++++ Data under study ++++
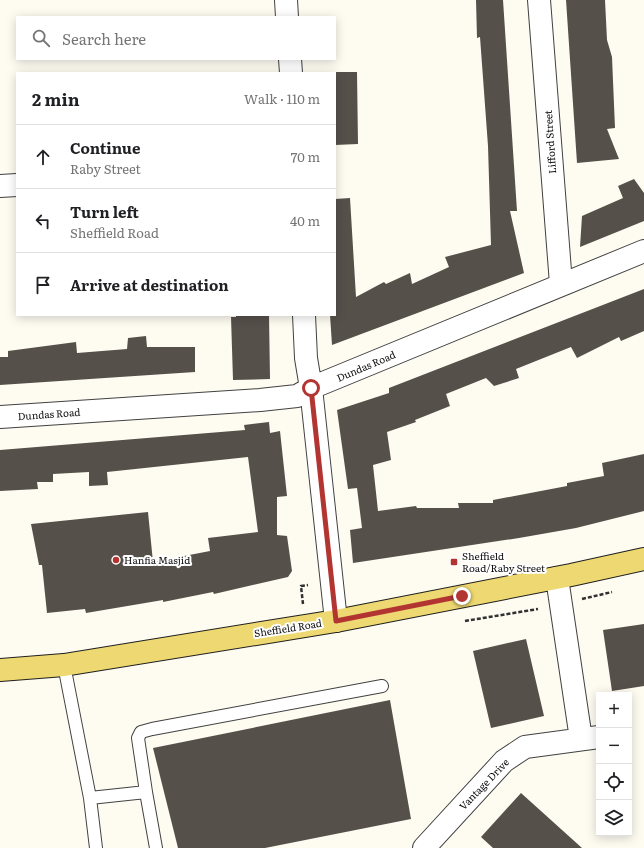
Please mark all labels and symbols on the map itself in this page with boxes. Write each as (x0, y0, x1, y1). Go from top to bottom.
street label: Lifford Street (540, 110, 559, 174)
street label: Dundas Road (334, 346, 398, 385)
route start (302, 379, 320, 397)
street label: Dundas Road (17, 404, 81, 423)
place label: Sheffield Road/Raby Street (462, 548, 545, 575)
place label: Hanfia Masjid (124, 552, 190, 567)
marker: Hanfia Masjid (111, 555, 121, 565)
marker: Sheffield Road/Raby Street (449, 557, 459, 567)
route end (453, 587, 471, 605)
street label: Sheffield Road (253, 615, 323, 640)
street label: Vantage Drive (455, 755, 512, 813)

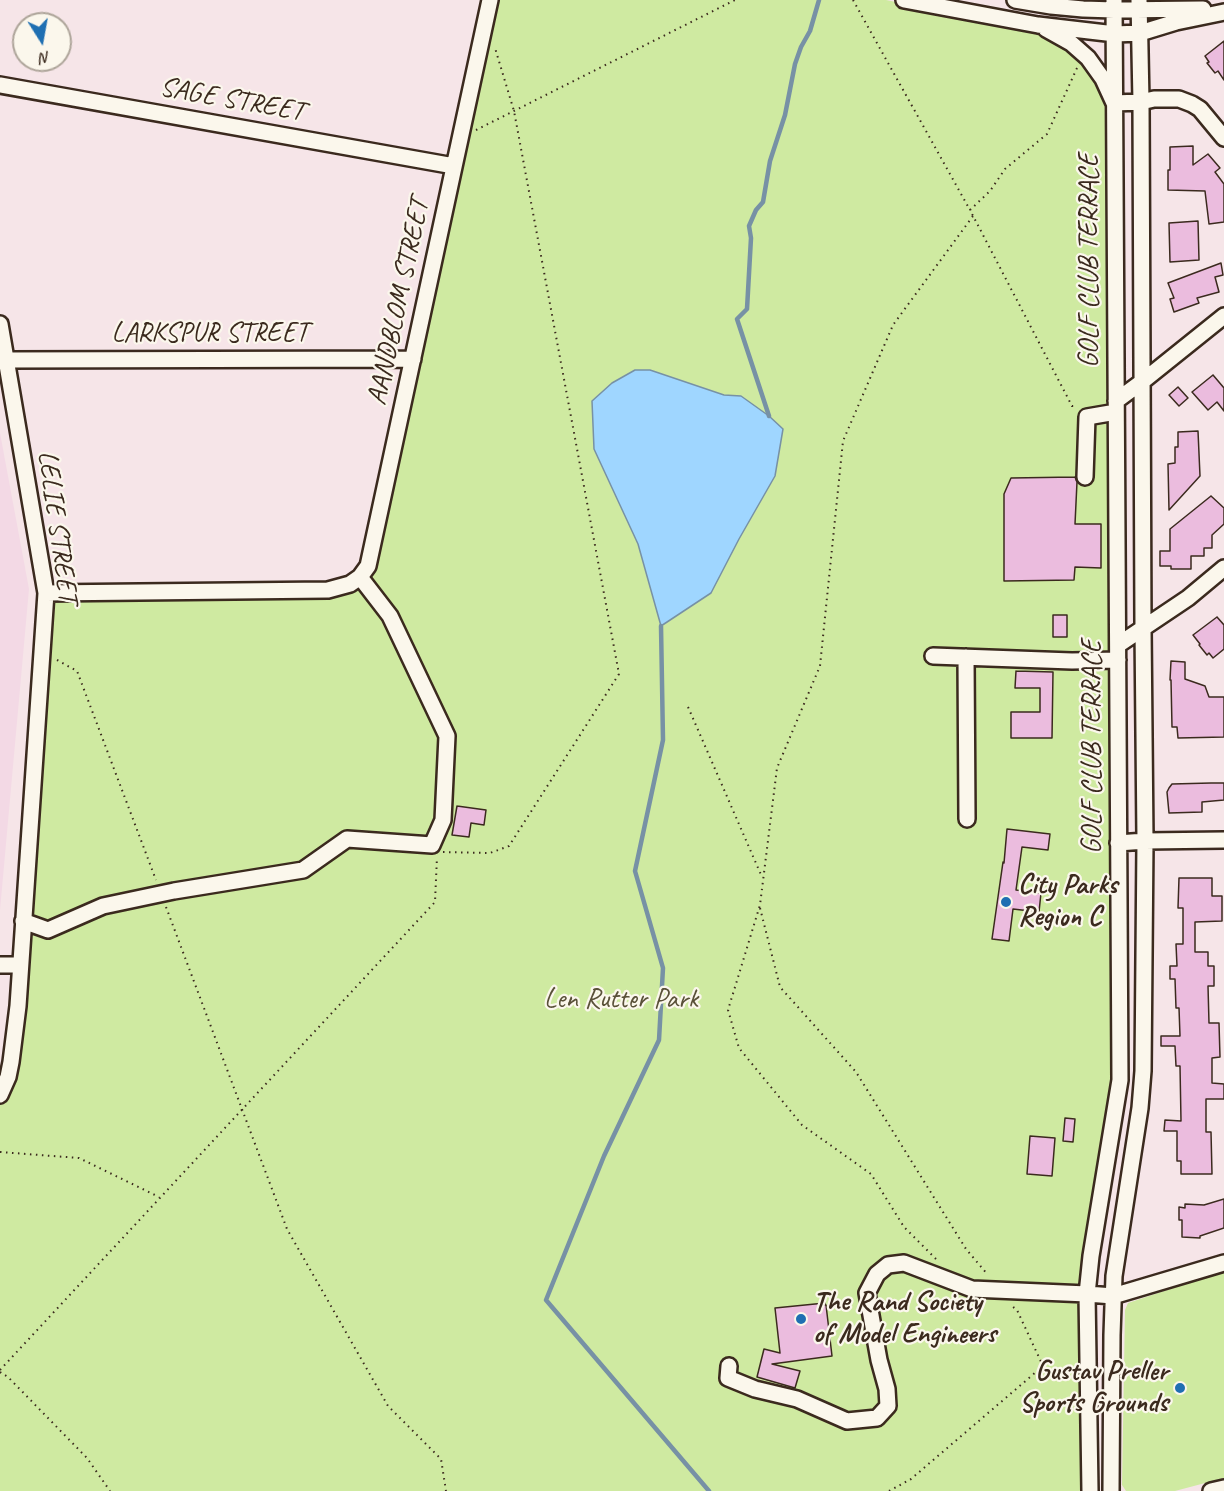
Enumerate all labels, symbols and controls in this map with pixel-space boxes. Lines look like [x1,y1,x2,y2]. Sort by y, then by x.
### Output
++++
**Work item:** Would you repeat the entries exactly, but with no pictures?

**Result of the exercise:**
Please mark all labels and symbols on the map itself in this page with boxes. Write each as (x0, y0, x1, y1). Go from top to bottom.
street label: Lifford Street (540, 110, 559, 174)
street label: Dundas Road (334, 346, 398, 385)
route start (302, 379, 320, 397)
street label: Dundas Road (17, 404, 81, 423)
place label: Sheffield Road/Raby Street (462, 548, 545, 575)
place label: Hanfia Masjid (124, 552, 190, 567)
marker: Hanfia Masjid (111, 555, 121, 565)
marker: Sheffield Road/Raby Street (449, 557, 459, 567)
route end (453, 587, 471, 605)
street label: Sheffield Road (253, 615, 323, 640)
street label: Vantage Drive (455, 755, 512, 813)

Enumerate all labels, symbols and controls in this map with pixel-space boxes. Lines look like [x1,y1,x2,y2]. Sort by y, then by x.
### Output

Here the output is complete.